**Instructions to follow:** Note each line of the listing that contains the string "grid", and copy it.

**Supplied material:**
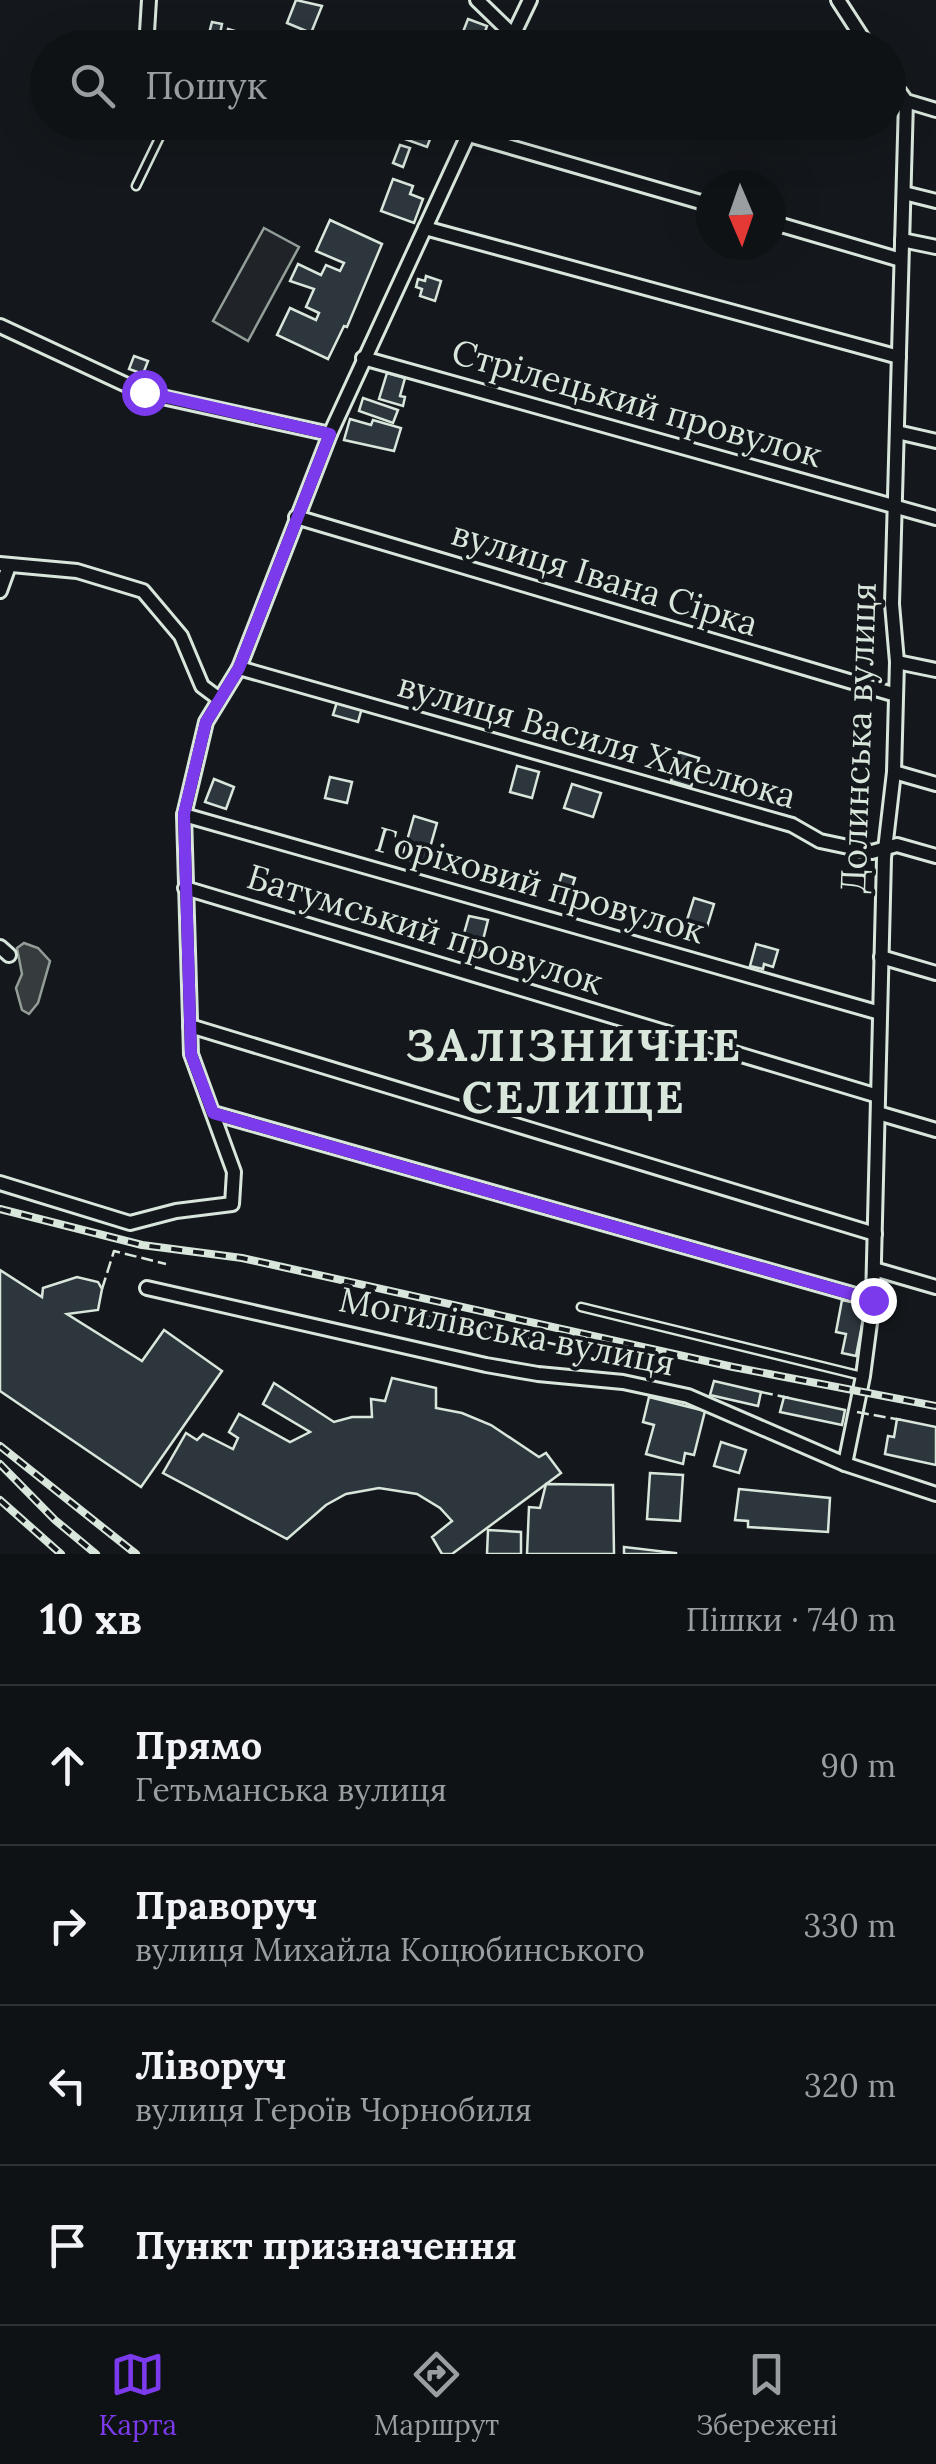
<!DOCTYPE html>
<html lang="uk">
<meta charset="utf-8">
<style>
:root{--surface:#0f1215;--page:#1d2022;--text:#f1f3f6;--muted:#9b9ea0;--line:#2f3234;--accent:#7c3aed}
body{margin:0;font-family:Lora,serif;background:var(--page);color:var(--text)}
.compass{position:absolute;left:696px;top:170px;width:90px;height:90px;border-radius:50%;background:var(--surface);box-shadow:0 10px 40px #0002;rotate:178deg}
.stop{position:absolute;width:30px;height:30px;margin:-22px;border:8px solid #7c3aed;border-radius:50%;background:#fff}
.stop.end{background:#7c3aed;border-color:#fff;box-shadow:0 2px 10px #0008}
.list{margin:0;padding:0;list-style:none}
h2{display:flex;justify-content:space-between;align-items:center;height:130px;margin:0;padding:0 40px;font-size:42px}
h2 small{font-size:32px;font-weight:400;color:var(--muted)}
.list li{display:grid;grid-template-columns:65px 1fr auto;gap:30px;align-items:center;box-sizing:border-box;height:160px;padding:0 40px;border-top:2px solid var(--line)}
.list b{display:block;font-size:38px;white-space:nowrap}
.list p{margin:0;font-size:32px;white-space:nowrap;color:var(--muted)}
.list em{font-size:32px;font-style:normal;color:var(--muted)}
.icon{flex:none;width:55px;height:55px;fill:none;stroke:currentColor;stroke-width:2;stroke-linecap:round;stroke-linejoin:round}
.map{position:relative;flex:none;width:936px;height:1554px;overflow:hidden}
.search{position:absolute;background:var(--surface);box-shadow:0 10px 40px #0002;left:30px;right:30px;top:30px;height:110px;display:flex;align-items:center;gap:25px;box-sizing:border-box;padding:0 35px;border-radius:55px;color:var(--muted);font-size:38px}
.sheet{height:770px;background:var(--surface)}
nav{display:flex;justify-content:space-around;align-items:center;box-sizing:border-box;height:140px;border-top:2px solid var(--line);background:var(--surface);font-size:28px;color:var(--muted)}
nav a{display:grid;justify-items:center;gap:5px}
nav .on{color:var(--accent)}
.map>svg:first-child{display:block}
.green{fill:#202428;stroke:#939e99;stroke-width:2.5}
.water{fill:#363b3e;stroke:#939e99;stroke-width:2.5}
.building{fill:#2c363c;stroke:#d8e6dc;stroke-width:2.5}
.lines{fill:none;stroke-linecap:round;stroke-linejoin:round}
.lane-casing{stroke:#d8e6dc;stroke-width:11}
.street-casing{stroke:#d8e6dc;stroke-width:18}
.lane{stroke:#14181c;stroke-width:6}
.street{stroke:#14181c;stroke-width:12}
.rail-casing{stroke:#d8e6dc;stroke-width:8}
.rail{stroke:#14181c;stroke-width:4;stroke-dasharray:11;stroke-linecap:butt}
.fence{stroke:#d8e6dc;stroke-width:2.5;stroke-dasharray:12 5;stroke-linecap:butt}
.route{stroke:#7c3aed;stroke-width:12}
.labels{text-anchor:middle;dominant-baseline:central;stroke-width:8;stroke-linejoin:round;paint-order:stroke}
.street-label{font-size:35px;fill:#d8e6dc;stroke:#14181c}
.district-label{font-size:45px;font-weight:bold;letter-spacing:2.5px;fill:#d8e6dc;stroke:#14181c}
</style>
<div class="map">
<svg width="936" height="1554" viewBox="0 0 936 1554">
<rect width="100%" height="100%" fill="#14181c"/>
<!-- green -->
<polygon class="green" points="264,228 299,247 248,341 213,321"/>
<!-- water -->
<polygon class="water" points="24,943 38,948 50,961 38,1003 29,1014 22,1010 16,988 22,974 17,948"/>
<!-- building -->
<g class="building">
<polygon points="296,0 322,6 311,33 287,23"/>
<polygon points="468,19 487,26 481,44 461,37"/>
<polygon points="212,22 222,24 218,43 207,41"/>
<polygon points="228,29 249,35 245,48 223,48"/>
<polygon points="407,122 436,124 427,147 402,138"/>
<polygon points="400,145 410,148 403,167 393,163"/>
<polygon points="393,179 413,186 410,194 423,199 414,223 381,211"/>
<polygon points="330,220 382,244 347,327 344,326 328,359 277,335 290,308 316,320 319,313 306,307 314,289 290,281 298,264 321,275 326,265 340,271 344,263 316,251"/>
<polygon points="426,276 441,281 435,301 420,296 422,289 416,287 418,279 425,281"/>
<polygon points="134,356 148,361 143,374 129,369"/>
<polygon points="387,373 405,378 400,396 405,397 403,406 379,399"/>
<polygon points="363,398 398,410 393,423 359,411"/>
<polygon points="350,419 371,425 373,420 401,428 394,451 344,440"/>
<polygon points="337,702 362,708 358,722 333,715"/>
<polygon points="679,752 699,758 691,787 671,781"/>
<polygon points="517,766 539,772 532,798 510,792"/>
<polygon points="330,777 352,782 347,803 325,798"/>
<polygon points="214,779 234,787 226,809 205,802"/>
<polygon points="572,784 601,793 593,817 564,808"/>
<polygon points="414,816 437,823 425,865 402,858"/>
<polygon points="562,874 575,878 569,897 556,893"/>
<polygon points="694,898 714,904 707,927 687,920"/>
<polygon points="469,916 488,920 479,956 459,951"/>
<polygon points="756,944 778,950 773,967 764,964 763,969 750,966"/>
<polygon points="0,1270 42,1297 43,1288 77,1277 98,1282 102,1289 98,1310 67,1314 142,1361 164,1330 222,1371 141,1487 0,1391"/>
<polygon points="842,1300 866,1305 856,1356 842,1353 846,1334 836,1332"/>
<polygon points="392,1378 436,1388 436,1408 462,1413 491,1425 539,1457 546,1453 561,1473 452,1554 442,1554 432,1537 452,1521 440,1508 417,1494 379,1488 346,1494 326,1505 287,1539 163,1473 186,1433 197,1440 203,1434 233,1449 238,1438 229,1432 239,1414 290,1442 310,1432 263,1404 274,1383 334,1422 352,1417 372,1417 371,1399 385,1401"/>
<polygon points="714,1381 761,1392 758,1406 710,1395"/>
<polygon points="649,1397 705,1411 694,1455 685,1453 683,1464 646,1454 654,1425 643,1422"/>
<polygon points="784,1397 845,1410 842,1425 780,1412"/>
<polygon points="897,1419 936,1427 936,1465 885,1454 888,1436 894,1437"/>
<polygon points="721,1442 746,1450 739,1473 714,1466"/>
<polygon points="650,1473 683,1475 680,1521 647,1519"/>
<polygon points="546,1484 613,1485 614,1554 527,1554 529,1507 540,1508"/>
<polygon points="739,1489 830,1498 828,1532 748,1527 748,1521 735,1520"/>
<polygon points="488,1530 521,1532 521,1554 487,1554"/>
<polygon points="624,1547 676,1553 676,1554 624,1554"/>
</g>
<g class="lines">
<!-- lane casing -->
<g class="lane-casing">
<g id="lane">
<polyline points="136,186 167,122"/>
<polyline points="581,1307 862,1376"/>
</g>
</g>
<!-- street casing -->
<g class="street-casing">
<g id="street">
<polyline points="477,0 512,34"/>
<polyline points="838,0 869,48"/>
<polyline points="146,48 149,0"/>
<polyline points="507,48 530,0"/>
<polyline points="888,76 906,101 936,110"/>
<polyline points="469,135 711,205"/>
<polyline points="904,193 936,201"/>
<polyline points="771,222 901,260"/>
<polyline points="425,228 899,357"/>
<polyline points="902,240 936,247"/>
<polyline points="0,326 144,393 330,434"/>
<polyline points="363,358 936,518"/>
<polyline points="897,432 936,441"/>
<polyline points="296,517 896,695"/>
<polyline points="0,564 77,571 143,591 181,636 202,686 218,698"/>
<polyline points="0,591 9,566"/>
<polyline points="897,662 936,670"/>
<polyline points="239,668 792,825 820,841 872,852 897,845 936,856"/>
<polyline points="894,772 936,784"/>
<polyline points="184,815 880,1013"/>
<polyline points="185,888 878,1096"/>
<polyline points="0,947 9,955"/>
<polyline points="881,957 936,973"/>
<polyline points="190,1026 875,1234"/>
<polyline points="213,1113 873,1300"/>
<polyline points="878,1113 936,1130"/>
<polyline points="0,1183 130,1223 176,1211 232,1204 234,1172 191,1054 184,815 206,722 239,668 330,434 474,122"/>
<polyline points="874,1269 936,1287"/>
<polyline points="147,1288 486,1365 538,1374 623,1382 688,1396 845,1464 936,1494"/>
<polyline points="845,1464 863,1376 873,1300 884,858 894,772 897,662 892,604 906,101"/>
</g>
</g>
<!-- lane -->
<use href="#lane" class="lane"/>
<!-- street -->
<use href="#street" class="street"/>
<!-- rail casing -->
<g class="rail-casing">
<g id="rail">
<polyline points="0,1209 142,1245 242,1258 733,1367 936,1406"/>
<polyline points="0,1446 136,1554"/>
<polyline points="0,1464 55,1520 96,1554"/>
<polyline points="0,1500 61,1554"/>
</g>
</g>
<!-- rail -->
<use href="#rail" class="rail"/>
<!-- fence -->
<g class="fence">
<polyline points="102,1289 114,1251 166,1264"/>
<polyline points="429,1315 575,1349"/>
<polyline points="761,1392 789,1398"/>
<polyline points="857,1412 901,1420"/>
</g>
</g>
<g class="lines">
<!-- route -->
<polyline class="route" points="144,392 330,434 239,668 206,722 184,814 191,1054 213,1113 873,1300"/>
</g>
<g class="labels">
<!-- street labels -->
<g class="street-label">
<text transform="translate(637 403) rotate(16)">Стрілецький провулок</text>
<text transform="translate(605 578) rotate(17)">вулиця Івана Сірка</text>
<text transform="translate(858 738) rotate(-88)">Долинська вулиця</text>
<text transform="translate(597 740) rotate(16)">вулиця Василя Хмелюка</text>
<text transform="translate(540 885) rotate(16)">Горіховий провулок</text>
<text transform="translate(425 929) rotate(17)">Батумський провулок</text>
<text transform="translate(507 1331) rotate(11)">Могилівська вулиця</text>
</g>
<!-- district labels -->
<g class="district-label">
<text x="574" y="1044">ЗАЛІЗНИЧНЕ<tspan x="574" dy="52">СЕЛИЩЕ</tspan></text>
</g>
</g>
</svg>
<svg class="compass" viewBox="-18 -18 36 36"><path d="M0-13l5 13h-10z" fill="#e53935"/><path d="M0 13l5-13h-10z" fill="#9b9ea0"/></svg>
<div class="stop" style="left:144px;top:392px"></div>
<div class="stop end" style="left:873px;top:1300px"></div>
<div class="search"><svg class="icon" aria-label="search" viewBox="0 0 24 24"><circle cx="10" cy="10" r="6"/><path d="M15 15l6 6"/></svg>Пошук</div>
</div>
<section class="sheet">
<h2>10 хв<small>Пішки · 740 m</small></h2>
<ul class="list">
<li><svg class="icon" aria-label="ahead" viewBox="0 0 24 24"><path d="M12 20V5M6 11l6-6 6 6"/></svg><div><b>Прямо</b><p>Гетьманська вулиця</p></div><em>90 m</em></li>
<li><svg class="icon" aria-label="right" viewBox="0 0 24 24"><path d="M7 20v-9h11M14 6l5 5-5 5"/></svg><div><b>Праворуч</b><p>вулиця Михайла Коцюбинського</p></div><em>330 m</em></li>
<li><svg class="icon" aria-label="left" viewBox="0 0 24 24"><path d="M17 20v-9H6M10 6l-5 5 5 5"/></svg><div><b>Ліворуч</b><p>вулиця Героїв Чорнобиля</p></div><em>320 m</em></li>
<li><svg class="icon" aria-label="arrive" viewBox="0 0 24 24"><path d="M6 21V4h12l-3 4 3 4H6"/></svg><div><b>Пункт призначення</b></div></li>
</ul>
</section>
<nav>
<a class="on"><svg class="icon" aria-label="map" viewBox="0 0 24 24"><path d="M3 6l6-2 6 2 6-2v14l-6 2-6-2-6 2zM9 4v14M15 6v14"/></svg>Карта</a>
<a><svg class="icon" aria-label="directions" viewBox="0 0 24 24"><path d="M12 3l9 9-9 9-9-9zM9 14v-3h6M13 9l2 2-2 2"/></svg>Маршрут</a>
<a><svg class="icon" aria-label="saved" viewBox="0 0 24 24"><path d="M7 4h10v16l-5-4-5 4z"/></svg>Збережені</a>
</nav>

**Answer space:**
.list li{display:grid;grid-template-columns:65px 1fr auto;gap:30px;align-items:center;box-sizing:border-box;height:160px;padding:0 40px;border-top:2px solid var(--line)}
nav a{display:grid;justify-items:center;gap:5px}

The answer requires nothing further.